# Chicken Depression



## The-Goat-Posse (Aug 30, 2016)

Hello, so I was wondering, have any of you had chickens that have shown signs of depression? I know it's a weird/dumb question, but I'm kind of worried about my Polish Cockerel. He used to be a really outgoing and mischievous chicken, always getting himself into trouble by escaping the yard and acting like a punk towards the other chickens. Ever since his brother died though, he's just been so... I don't know, sad? He looked for his brother for about a week straight (they were partners in crime) and then he just stopped.
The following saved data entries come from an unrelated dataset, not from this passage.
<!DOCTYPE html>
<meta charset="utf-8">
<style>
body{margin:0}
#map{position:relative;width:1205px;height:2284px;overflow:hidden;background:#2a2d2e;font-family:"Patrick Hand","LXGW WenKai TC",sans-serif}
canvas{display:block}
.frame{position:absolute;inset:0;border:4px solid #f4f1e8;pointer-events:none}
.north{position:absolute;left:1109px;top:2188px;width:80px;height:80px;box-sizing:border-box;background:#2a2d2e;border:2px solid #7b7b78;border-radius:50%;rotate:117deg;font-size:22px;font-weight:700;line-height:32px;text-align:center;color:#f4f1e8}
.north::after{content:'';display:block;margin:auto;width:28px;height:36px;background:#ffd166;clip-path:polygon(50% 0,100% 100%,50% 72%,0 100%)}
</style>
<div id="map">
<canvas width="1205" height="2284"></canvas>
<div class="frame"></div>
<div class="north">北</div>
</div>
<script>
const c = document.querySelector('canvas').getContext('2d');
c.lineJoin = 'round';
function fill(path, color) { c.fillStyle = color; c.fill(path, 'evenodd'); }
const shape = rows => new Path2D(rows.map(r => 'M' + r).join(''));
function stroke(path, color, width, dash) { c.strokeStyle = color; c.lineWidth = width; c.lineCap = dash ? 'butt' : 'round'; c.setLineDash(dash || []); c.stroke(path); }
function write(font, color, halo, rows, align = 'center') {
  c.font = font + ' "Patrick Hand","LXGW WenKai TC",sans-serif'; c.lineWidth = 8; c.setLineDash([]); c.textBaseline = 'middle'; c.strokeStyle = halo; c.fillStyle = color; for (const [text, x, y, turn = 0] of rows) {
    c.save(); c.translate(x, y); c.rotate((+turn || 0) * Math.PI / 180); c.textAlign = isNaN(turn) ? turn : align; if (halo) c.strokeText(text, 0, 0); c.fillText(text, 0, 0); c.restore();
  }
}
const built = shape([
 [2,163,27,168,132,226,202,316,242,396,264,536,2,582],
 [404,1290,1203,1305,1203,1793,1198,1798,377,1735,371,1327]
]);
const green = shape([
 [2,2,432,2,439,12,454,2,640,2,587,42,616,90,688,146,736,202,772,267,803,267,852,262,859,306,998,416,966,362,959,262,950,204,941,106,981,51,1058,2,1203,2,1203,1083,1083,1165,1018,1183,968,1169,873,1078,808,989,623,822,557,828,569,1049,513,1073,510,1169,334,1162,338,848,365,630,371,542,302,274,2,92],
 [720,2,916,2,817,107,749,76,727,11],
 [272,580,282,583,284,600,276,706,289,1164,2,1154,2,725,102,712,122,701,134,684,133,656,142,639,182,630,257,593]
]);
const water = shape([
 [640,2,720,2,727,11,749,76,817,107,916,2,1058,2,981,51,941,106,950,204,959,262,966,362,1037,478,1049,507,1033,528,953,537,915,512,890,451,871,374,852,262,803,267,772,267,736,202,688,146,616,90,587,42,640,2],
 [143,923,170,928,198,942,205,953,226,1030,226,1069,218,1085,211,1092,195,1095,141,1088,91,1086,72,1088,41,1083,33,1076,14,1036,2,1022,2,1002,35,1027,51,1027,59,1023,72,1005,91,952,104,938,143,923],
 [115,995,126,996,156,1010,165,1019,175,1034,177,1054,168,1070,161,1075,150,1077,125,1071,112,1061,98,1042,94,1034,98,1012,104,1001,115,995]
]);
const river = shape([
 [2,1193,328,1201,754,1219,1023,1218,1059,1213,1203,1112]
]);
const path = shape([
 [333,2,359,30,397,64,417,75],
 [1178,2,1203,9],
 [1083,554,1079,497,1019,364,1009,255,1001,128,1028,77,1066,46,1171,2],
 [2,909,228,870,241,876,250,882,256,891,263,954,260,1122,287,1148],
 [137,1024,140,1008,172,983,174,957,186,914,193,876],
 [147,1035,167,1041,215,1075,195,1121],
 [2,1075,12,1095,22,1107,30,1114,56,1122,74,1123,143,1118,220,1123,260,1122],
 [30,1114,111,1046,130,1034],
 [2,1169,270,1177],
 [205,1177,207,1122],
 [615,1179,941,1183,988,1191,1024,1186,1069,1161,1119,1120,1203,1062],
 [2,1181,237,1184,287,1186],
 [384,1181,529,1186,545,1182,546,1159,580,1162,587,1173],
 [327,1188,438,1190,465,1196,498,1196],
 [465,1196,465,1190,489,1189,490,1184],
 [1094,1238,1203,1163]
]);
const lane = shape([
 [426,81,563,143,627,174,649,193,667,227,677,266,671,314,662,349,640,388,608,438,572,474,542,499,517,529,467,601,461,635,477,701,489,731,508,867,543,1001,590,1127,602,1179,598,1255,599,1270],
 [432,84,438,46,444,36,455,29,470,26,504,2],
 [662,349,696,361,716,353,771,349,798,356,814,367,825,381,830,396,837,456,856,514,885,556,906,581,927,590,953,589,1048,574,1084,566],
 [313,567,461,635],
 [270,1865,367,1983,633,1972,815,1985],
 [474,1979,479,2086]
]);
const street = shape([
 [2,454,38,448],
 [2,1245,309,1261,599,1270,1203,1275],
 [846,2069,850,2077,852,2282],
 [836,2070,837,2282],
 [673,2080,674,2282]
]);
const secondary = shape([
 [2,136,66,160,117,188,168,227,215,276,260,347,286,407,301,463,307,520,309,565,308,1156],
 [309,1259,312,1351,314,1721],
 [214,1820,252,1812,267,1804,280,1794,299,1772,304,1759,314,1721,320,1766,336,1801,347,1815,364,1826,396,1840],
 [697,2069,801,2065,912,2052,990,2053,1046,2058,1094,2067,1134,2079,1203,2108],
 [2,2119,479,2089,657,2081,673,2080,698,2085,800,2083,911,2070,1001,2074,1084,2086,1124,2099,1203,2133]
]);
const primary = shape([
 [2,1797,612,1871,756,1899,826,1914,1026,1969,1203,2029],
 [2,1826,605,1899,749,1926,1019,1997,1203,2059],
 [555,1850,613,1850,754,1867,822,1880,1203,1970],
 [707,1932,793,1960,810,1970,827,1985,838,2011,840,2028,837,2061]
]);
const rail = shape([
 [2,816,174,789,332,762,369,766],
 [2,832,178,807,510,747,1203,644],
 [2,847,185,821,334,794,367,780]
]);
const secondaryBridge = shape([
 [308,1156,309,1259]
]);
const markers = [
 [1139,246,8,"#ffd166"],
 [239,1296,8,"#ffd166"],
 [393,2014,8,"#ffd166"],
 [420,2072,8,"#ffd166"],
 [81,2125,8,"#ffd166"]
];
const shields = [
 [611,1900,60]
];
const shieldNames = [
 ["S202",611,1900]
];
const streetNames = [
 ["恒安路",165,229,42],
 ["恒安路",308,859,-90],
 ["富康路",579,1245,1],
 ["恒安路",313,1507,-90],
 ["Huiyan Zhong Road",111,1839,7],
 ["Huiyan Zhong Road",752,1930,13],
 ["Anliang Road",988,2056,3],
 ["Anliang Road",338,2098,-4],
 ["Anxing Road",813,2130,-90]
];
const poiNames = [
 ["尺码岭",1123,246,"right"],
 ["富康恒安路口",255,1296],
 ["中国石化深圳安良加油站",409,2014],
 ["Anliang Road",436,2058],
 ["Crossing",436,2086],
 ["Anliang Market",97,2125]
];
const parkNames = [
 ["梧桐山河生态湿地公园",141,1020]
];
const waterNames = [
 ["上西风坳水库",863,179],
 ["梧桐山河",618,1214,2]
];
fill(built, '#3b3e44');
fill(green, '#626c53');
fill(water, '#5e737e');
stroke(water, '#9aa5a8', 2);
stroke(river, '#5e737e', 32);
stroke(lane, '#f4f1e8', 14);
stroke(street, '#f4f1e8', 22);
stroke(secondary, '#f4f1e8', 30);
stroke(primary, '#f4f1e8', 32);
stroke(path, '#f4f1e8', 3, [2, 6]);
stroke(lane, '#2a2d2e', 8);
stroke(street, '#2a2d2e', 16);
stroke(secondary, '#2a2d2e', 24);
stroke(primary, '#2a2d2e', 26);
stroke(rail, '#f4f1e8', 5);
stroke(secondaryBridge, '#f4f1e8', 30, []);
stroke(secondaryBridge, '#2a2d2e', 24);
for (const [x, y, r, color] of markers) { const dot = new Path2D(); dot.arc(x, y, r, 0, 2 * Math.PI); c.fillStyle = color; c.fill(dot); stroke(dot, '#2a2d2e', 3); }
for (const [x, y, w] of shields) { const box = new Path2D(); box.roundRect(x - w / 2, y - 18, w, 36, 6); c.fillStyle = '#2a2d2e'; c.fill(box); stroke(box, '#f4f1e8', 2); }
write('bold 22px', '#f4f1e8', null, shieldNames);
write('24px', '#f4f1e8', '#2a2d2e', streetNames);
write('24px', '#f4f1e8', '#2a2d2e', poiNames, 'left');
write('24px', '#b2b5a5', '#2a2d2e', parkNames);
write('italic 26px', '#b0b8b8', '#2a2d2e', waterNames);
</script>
He just sits in the same few spots all day long, and has gone from the middle of the pecking order to the bottom. It's a sad thing to watch, maybe I'm overthinking all of this, but I just really feel like he's down in the dumps.


----------



## ShireRidgeFarm (Sep 24, 2015)

I've never had a depressed chicken, though we have mostly buff orpingtons and they're a pretty laid back kind of bird. We have a couple Polish top hat hens (new for this year) and they are pretty quirky in comparison to the buffs. 

I read somewhere of someone with a tom turkey that got depressed after some of his flock was harvested.


----------



## ksalvagno (Oct 6, 2009)

I bet he is missing his buddy.


----------



## odieclark (Jan 21, 2016)

Seen it! Yes, I think so, at least believe it possible. Not sure it's like what we think of depression, but they do like routine and companionship! A friend, or "sister," I met years ago, well she has described thins with some of her birds! I can't recall precisely, but she claimed it to be true for a certain hen of hers. It was quite sweet!

Does he have any other Roos? Hens? I read about giving a stuffed toy where they use to sit or nest, ...

Also, the back yard chicken website may say a great deal about it! 

We had a lamb lose a brother, and he was sad...very sad story. But the surviving brother became my best friend! Different than a rooster, but sweet just the same.

Give him extra attention if you can! Talk to him?

Good luck!


----------



## The-Goat-Posse (Aug 30, 2016)

Thank you all so much for the replies! And yes odieclark, we have a few other roos, one of which is around his age, give or take a month, but they all ignore him. All the hens ignore him too (mostly because he's only a few months old) except for his sister and a few of the hens who target him. I was hoping he might start looking for companionship with his sister, but it just isn't the same. I've been trying to shower him in attention because he's my baby, but nothing is really helping. I'll have to check out what the backyard chickens website says about it. And I'm so sorry about the loss of your lamb, but I'm glad his brother is doing well!


----------



## JK_Farms (Nov 12, 2016)

Buy a chick and separate the roo and put him in with the chick so they bond and he will be back to normal in the mean time. I've had this happen and I did this good luck


----------